_Activity_:
Please copy out all lines of the entries that contain the word "roads".

_Exercise input_:
======

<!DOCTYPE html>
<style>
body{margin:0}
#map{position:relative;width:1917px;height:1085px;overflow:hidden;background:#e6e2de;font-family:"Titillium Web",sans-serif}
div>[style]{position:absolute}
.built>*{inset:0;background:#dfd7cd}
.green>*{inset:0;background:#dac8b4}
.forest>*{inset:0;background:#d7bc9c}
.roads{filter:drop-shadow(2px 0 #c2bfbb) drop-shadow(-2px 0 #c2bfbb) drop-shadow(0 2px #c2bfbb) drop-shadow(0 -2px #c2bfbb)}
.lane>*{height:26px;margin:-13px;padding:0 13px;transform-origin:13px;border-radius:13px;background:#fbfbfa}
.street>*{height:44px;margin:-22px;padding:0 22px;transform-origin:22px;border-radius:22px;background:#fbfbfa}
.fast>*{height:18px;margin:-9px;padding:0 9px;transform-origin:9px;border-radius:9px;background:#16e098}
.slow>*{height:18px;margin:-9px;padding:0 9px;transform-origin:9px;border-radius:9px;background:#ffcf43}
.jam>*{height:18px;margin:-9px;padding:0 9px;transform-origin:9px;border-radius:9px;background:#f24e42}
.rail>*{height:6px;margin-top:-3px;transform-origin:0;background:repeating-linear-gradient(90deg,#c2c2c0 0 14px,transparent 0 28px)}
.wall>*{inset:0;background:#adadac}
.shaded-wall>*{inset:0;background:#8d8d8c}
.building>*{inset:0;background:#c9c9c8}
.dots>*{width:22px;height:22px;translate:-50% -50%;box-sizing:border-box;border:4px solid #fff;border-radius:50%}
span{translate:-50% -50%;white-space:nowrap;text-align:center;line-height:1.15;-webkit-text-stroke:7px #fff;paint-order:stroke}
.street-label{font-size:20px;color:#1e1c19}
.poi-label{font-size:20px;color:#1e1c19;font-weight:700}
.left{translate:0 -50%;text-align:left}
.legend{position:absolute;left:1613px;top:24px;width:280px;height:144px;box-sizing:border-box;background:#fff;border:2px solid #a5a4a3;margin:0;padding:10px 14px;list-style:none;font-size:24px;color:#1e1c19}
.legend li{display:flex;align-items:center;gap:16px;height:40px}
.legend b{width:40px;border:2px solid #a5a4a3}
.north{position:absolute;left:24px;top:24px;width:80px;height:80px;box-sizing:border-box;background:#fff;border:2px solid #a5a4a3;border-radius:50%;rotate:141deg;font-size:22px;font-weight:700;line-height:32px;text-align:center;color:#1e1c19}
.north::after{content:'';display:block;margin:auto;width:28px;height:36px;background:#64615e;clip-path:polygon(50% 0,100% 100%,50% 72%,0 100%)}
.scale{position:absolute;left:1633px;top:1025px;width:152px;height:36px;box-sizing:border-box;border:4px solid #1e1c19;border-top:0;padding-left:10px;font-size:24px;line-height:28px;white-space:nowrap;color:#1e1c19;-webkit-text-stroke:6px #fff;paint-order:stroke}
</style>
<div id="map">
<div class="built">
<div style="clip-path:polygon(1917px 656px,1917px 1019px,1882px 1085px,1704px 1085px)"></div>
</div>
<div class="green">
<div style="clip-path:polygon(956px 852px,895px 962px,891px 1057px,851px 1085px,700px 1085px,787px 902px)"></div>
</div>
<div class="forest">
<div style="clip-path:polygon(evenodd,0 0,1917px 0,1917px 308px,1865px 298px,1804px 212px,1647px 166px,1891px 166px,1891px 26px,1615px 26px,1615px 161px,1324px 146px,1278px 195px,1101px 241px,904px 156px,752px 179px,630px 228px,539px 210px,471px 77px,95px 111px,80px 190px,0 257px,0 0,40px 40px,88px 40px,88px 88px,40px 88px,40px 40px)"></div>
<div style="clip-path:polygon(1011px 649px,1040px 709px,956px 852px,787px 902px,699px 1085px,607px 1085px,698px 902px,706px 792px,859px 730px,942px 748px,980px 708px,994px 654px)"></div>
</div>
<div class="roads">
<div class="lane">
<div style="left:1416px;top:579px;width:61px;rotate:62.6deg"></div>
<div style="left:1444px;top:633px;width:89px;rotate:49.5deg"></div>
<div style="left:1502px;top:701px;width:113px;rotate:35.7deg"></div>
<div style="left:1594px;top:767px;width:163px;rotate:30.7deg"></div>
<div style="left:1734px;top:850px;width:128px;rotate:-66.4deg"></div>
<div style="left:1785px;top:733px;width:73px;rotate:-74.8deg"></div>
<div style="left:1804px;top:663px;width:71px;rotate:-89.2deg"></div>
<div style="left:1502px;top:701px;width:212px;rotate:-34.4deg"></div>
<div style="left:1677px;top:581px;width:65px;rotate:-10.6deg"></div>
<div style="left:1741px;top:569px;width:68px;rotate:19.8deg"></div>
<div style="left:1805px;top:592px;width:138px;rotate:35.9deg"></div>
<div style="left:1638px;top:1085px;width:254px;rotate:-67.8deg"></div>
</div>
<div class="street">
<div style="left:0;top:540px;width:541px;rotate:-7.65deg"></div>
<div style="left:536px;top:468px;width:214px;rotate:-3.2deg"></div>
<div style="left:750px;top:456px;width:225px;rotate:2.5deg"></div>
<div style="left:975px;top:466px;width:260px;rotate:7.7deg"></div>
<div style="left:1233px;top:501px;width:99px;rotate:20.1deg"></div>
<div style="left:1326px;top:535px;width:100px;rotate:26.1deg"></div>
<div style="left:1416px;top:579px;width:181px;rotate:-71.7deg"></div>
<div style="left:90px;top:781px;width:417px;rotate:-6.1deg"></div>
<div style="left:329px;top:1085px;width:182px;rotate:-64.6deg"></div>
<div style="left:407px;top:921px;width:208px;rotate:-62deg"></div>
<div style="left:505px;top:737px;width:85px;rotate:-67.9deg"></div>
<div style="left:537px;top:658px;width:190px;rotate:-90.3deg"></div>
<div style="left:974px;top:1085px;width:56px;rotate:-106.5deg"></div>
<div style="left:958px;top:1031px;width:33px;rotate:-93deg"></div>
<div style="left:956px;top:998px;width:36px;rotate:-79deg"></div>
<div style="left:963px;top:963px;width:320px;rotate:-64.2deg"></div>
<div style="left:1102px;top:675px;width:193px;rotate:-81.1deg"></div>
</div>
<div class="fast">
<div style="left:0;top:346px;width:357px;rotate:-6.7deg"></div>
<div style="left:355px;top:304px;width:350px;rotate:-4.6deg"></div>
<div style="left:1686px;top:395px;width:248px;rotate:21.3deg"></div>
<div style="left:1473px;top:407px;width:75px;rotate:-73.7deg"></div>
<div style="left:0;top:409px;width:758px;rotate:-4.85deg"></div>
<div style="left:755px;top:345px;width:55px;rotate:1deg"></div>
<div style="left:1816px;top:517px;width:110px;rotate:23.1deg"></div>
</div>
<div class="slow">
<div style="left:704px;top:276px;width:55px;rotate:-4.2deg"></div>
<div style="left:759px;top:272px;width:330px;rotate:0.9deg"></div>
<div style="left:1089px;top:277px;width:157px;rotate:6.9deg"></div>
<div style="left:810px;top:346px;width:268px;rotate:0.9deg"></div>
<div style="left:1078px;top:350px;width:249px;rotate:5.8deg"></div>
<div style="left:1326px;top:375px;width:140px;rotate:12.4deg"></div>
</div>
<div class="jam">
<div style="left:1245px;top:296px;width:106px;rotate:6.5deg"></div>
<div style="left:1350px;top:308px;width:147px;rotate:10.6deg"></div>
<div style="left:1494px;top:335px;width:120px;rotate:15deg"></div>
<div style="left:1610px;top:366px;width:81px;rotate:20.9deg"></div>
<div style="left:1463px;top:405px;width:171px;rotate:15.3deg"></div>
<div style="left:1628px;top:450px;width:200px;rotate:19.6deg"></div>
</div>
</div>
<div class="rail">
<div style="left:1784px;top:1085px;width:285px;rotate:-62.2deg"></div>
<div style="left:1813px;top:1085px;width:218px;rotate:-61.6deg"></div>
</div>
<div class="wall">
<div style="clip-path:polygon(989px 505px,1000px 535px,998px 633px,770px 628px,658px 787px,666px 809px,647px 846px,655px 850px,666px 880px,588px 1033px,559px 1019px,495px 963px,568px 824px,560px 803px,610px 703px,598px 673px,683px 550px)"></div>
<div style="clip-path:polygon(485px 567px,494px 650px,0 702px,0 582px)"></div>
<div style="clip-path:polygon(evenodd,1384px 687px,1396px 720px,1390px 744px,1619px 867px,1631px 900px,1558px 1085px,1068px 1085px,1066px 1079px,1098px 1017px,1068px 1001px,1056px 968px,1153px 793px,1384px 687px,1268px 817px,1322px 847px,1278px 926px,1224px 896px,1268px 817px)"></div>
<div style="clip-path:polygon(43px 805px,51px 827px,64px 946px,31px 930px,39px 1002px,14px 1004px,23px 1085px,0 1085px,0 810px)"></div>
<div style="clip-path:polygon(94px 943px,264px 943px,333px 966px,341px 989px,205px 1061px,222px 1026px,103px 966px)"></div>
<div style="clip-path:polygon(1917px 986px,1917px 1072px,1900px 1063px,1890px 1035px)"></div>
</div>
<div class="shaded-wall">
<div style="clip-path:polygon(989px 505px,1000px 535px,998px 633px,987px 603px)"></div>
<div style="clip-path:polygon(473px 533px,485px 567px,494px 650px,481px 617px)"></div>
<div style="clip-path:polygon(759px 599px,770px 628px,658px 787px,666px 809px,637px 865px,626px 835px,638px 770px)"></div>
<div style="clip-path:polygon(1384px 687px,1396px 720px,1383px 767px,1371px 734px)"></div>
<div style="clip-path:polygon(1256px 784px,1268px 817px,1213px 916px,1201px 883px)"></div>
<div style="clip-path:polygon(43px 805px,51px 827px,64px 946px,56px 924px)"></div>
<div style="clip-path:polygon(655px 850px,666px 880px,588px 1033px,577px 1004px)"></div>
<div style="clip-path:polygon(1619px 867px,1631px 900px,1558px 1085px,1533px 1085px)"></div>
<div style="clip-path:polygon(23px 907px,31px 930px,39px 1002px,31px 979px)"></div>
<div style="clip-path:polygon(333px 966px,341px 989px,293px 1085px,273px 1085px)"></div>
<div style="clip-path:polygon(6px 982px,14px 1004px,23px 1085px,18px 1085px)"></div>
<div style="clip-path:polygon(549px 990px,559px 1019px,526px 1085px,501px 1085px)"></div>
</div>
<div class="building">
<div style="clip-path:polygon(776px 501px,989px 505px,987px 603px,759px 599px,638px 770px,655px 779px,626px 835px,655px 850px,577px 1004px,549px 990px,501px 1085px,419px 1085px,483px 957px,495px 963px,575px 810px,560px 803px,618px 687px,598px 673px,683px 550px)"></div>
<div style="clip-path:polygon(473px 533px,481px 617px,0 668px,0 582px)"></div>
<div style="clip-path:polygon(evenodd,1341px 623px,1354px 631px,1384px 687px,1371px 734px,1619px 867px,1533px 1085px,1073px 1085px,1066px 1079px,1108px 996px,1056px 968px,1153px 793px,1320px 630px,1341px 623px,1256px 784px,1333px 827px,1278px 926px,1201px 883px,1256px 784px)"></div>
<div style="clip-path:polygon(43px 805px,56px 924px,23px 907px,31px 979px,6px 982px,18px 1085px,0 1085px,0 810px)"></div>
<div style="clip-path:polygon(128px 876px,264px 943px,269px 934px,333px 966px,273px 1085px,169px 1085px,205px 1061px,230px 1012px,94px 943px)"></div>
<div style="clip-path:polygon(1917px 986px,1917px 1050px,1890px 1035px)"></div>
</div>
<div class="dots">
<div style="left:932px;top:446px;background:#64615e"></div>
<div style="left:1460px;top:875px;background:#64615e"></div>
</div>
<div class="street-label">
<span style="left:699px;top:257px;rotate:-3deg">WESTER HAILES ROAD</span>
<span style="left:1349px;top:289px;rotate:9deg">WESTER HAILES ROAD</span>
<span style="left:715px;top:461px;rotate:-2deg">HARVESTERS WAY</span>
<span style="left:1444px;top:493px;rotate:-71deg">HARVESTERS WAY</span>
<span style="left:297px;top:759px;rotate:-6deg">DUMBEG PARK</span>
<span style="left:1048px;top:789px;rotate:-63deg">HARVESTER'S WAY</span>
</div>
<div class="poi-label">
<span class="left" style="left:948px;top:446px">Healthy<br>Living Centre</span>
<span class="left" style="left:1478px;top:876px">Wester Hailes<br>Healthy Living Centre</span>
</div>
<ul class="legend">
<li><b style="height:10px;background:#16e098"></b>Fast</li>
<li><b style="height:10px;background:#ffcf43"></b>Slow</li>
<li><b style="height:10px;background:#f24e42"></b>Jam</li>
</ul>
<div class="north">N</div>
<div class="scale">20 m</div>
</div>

======

_Task response_:
.roads{filter:drop-shadow(2px 0 #c2bfbb) drop-shadow(-2px 0 #c2bfbb) drop-shadow(0 2px #c2bfbb) drop-shadow(0 -2px #c2bfbb)}
<div class="roads">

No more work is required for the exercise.